_Task item_.
Reproduce the data exactly as it stands.

_Supplied material_.
===

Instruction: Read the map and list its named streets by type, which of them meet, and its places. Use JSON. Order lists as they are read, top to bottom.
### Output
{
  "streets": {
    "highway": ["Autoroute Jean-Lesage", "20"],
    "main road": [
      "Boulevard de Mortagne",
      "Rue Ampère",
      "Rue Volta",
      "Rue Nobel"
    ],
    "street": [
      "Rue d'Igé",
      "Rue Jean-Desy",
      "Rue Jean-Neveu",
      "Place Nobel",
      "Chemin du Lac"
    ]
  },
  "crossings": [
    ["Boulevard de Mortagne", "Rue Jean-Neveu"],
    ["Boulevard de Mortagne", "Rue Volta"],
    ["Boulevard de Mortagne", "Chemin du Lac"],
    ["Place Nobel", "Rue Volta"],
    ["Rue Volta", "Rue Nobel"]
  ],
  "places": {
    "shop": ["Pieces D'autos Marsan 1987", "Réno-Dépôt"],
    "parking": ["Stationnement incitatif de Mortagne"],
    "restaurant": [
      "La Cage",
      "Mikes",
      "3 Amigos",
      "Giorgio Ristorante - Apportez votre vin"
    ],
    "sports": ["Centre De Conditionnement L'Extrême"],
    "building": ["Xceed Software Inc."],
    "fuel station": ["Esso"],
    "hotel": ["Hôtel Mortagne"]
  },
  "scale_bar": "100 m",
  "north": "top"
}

===

_Solution to this problem_.
Instruction: Read the map and list its named streets by type, which of them meet, and its places. Use JSON. Order lists as they are read, top to bottom.
### Output
{
  "streets": {
    "highway": ["Autoroute Jean-Lesage", "20"],
    "main road": [
      "Boulevard de Mortagne",
      "Rue Ampère",
      "Rue Volta",
      "Rue Nobel"
    ],
    "street": [
      "Rue d'Igé",
      "Rue Jean-Desy",
      "Rue Jean-Neveu",
      "Place Nobel",
      "Chemin du Lac"
    ]
  },
  "crossings": [
    ["Boulevard de Mortagne", "Rue Jean-Neveu"],
    ["Boulevard de Mortagne", "Rue Volta"],
    ["Boulevard de Mortagne", "Chemin du Lac"],
    ["Place Nobel", "Rue Volta"],
    ["Rue Volta", "Rue Nobel"]
  ],
  "places": {
    "shop": ["Pieces D'autos Marsan 1987", "Réno-Dépôt"],
    "parking": ["Stationnement incitatif de Mortagne"],
    "restaurant": [
      "La Cage",
      "Mikes",
      "3 Amigos",
      "Giorgio Ristorante - Apportez votre vin"
    ],
    "sports": ["Centre De Conditionnement L'Extrême"],
    "building": ["Xceed Software Inc."],
    "fuel station": ["Esso"],
    "hotel": ["Hôtel Mortagne"]
  },
  "scale_bar": "100 m",
  "north": "top"
}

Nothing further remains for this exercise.